* [MATERIAL SHOWN]:
== == ==

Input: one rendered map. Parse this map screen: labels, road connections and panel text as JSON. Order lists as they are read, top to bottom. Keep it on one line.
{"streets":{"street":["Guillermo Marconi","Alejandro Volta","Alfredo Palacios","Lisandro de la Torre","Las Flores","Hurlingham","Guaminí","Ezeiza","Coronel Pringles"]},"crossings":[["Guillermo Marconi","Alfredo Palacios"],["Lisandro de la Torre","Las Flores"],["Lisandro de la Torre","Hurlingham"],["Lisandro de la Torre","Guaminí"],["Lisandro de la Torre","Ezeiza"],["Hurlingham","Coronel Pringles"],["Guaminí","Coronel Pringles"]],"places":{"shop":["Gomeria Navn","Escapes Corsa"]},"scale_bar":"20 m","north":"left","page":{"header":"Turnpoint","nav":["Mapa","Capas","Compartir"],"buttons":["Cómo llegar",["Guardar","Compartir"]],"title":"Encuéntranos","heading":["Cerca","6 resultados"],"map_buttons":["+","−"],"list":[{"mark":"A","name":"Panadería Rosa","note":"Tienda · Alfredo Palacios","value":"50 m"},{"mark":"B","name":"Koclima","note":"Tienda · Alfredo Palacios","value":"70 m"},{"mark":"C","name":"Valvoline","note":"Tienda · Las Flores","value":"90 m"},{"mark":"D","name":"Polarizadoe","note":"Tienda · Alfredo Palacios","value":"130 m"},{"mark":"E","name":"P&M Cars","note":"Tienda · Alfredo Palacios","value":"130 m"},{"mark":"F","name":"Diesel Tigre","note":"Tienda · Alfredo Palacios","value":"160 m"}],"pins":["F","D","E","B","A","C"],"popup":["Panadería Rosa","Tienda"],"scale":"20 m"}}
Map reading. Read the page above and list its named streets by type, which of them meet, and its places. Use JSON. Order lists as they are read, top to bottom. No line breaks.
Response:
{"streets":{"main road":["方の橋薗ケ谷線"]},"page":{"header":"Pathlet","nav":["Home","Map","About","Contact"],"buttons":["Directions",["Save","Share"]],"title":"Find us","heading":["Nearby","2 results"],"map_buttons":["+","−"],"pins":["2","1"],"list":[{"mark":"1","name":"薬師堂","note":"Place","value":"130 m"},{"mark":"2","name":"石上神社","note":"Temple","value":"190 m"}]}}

== == ==

* [TASK DETAILS]: For this exercise, the records above must be returned exactly.

* [EXERCISE OUTPUT]:
Input: one rendered map. Parse this map screen: labels, road connections and panel text as JSON. Order lists as they are read, top to bottom. Keep it on one line.
{"streets":{"street":["Guillermo Marconi","Alejandro Volta","Alfredo Palacios","Lisandro de la Torre","Las Flores","Hurlingham","Guaminí","Ezeiza","Coronel Pringles"]},"crossings":[["Guillermo Marconi","Alfredo Palacios"],["Lisandro de la Torre","Las Flores"],["Lisandro de la Torre","Hurlingham"],["Lisandro de la Torre","Guaminí"],["Lisandro de la Torre","Ezeiza"],["Hurlingham","Coronel Pringles"],["Guaminí","Coronel Pringles"]],"places":{"shop":["Gomeria Navn","Escapes Corsa"]},"scale_bar":"20 m","north":"left","page":{"header":"Turnpoint","nav":["Mapa","Capas","Compartir"],"buttons":["Cómo llegar",["Guardar","Compartir"]],"title":"Encuéntranos","heading":["Cerca","6 resultados"],"map_buttons":["+","−"],"list":[{"mark":"A","name":"Panadería Rosa","note":"Tienda · Alfredo Palacios","value":"50 m"},{"mark":"B","name":"Koclima","note":"Tienda · Alfredo Palacios","value":"70 m"},{"mark":"C","name":"Valvoline","note":"Tienda · Las Flores","value":"90 m"},{"mark":"D","name":"Polarizadoe","note":"Tienda · Alfredo Palacios","value":"130 m"},{"mark":"E","name":"P&M Cars","note":"Tienda · Alfredo Palacios","value":"130 m"},{"mark":"F","name":"Diesel Tigre","note":"Tienda · Alfredo Palacios","value":"160 m"}],"pins":["F","D","E","B","A","C"],"popup":["Panadería Rosa","Tienda"],"scale":"20 m"}}
Map reading. Read the page above and list its named streets by type, which of them meet, and its places. Use JSON. Order lists as they are read, top to bottom. No line breaks.
Response:
{"streets":{"main road":["方の橋薗ケ谷線"]},"page":{"header":"Pathlet","nav":["Home","Map","About","Contact"],"buttons":["Directions",["Save","Share"]],"title":"Find us","heading":["Nearby","2 results"],"map_buttons":["+","−"],"pins":["2","1"],"list":[{"mark":"1","name":"薬師堂","note":"Place","value":"130 m"},{"mark":"2","name":"石上神社","note":"Temple","value":"190 m"}]}}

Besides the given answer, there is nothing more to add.